People often come to LII to help make sense of the many ways in which the law affects their industry, their government, and their daily lives. This year, 15 USC 206 (Standard Gauge for Sheet and Plate Iron and Steel) made the transition from one-hit wonder to steady top-100. We were not entirely surprised to discover that the news had driven some new readers to 52 USC 30121 (contributions and donations by foreign nationals) and 5 CFR 2635.203 (defined terms in ethics rules for Executive Branch employees). The case of a brokenhearted husband brought readers to our Wex article on Alienation of Affections.

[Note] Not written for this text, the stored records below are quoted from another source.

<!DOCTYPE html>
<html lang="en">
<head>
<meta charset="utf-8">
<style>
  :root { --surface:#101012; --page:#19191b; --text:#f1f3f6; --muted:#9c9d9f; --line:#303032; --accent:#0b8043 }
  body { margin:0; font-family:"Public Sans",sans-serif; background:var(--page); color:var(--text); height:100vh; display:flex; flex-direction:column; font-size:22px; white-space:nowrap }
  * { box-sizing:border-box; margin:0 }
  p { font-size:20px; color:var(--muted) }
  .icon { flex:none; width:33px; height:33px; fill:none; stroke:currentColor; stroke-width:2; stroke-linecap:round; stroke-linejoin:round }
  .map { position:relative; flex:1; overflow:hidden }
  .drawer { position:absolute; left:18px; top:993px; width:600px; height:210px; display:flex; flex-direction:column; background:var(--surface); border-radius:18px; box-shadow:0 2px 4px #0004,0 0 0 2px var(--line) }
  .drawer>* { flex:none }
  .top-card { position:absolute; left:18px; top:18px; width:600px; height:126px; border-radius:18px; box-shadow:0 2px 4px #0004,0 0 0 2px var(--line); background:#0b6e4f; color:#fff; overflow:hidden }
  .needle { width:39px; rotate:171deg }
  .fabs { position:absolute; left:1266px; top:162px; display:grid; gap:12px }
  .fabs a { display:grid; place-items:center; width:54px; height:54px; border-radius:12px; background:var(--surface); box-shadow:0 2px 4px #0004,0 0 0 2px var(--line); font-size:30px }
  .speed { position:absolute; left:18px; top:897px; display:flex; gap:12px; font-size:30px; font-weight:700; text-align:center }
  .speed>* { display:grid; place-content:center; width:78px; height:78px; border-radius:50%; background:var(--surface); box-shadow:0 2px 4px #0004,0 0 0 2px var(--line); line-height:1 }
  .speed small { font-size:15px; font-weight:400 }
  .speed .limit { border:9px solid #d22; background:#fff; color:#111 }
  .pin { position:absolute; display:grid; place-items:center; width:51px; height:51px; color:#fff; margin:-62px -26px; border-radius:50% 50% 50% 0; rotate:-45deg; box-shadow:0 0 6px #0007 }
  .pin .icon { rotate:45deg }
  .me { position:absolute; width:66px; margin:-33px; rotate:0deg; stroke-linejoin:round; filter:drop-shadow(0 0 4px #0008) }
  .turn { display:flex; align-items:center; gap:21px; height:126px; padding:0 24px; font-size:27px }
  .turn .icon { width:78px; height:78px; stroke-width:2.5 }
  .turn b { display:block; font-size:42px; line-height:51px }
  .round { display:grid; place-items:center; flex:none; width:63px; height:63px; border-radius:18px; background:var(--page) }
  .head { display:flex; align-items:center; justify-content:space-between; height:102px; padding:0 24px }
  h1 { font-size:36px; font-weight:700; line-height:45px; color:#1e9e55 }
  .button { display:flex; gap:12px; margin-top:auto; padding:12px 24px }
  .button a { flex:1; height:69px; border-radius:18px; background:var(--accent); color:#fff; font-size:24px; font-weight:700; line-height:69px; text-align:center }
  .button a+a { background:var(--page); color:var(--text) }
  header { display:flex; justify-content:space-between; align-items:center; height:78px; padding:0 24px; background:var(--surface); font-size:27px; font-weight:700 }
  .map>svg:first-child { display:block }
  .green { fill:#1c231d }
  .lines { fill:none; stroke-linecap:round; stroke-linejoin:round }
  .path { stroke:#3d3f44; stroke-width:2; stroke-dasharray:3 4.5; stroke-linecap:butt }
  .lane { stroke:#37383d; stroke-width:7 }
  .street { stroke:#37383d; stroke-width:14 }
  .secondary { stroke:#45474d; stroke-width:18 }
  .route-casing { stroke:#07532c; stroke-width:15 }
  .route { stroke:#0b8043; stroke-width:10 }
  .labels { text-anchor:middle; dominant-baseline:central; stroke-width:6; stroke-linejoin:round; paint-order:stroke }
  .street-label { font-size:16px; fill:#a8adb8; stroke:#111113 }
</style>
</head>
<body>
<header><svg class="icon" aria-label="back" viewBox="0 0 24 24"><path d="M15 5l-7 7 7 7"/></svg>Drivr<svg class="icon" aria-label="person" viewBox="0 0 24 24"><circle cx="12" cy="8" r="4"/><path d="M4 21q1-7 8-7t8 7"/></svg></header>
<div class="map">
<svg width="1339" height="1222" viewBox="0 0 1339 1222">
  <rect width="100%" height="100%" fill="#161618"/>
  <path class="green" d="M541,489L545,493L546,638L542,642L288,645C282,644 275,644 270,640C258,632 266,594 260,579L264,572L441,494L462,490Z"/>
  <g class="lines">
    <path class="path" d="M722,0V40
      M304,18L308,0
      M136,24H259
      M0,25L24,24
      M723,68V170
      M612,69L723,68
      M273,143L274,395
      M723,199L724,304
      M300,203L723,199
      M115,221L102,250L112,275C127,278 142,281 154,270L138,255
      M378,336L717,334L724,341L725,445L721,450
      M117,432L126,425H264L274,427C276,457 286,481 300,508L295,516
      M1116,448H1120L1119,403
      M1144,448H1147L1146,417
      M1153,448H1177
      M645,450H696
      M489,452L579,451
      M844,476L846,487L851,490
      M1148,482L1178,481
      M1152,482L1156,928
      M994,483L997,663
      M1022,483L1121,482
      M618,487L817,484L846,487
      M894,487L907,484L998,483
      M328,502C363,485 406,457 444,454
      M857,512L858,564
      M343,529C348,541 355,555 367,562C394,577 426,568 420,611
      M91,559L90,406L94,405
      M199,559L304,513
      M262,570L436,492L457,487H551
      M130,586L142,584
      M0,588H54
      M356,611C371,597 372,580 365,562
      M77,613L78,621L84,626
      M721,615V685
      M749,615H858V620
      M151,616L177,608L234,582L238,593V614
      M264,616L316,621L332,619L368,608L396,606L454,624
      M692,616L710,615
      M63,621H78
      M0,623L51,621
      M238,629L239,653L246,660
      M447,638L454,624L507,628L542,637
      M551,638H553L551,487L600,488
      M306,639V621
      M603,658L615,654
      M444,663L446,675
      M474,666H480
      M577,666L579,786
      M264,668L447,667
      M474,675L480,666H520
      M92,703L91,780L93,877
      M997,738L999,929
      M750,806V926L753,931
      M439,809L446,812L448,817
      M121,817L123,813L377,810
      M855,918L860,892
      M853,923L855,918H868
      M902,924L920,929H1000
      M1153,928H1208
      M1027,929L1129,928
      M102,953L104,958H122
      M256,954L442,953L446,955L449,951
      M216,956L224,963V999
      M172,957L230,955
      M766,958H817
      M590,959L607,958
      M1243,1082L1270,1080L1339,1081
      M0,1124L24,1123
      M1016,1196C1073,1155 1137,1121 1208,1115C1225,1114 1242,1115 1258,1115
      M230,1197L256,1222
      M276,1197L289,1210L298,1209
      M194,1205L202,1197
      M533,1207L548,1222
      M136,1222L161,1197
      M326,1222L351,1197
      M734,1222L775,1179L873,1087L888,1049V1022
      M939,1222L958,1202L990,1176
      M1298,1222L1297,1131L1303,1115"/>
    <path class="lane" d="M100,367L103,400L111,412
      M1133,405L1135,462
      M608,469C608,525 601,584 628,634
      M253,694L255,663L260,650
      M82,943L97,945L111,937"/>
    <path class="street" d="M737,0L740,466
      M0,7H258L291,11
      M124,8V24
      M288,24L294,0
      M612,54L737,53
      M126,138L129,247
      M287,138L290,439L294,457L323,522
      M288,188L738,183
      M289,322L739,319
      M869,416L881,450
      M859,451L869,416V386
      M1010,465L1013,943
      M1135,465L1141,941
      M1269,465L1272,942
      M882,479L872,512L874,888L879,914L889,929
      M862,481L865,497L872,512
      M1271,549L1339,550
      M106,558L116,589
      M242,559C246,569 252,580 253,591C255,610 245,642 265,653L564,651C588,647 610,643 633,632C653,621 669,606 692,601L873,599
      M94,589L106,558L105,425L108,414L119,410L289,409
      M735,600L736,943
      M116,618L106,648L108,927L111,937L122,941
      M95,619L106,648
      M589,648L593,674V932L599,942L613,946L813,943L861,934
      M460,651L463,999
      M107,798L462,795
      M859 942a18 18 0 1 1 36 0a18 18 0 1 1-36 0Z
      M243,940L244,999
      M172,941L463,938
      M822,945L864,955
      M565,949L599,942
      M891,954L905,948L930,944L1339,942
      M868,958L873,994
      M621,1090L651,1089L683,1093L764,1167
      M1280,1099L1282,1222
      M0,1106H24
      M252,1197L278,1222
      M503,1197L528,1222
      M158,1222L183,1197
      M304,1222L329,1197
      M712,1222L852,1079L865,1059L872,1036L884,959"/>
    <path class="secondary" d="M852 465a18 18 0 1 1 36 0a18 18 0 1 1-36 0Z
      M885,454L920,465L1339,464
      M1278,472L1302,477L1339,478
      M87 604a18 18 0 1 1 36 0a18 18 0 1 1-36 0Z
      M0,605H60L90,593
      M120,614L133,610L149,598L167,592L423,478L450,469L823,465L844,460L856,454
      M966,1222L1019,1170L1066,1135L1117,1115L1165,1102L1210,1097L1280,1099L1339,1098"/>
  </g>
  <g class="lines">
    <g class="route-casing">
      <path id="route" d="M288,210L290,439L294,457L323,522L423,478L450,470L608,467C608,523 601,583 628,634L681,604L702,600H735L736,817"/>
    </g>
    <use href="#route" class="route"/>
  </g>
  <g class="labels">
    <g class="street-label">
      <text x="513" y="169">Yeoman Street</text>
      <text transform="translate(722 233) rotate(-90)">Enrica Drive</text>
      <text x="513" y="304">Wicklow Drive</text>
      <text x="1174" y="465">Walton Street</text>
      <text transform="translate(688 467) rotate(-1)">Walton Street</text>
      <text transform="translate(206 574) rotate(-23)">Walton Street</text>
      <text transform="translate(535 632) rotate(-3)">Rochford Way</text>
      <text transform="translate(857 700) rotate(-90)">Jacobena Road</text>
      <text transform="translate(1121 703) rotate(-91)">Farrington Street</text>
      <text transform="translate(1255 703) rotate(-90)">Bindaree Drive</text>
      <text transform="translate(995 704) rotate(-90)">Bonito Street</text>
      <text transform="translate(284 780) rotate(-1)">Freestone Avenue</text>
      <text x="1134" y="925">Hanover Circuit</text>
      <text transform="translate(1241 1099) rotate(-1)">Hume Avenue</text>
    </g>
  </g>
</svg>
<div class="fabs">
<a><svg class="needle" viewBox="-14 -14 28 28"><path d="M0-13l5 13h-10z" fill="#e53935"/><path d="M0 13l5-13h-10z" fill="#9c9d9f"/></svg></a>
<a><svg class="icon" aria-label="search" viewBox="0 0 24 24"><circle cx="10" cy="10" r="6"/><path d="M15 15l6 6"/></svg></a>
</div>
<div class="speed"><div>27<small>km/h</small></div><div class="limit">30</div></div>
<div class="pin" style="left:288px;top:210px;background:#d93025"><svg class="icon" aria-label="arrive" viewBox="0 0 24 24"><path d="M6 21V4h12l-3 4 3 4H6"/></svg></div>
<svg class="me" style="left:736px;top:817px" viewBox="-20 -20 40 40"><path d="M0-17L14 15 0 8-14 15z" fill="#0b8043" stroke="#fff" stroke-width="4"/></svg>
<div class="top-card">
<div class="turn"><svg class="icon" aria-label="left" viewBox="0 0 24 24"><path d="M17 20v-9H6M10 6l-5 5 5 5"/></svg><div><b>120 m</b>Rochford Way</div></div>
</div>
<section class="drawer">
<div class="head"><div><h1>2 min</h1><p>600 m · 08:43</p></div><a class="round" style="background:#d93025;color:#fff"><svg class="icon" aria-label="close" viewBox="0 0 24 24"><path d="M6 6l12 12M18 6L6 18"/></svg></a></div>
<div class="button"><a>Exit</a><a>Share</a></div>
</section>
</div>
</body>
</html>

Overall, this year you helped us serve hundreds of thousands of people in local, state, and federal government; more than a hundred thousand people visited the site from hospitals and medical research centers; and pro bono advocates wrote to thank us for helping make their legal research affordable. We could not help them without help from you.
“I am the Internet’s TaxMama and teach about 80 distinct classes a year. I also write – blogs and books. My materials are full of links to Cornell’s Legal Information Institute.” – E.R.
This past year was an occasion to focus on the future, which includes the students who will be the next generation’s entrepreneurs, civil servants, and civic leaders. Whether they come to learn about what content they may display on a banner at school sporting events, what support for their individualized education program is required, or what the Constitution has to say about free speech on college campuses, readers from 437 public schools, 274 community colleges, and 3207 universities who used the site in the past year give us inspiration and feedback – and keep us moving forward.
None of this could happen without your help. We tend to notice big impacts and dramatic usage spikes, but behind it all the LII is a group of nine people who work every day to use their skills and strengths to provide a reliable service to the public. It’s Sylvia deciphering the language and markup of the US Code and CFR; it’s Jim juggling accessibility audits, and Ayham writing APIs, and Nic making sure everything runs quickly enough; it’s Neli keeping track of our audience, and Julie keeping track of our funders, and Val keeping track of all of us. This year, Craig and I are particularly grateful to have completed the leadership transition without any torches and pitchforks, and without any disruption to the website and services that so many members of the public have come to depend upon. Your support throughout this process has meant the world to us.
Twice a year – coinciding with the Supreme Court’s term finale and the end of the calendar year – we ask you to contribute to the LII. Your donations keep the nine of us focused on what the LII can give the public, both now and in the future, and help the millions of people who rely on the LII – as well as everyone they serve, as teachers, civil servants, pro bono advocates, and in too many other ways to count. The beat does go on – thank you for making that possible.
All the best from all of us,
Sara, Craig, Neli, Nic, Val, Jim, Julie, Ayham, and Sylvia
*No joke – drop us a note if you want a link to his Soundcloud.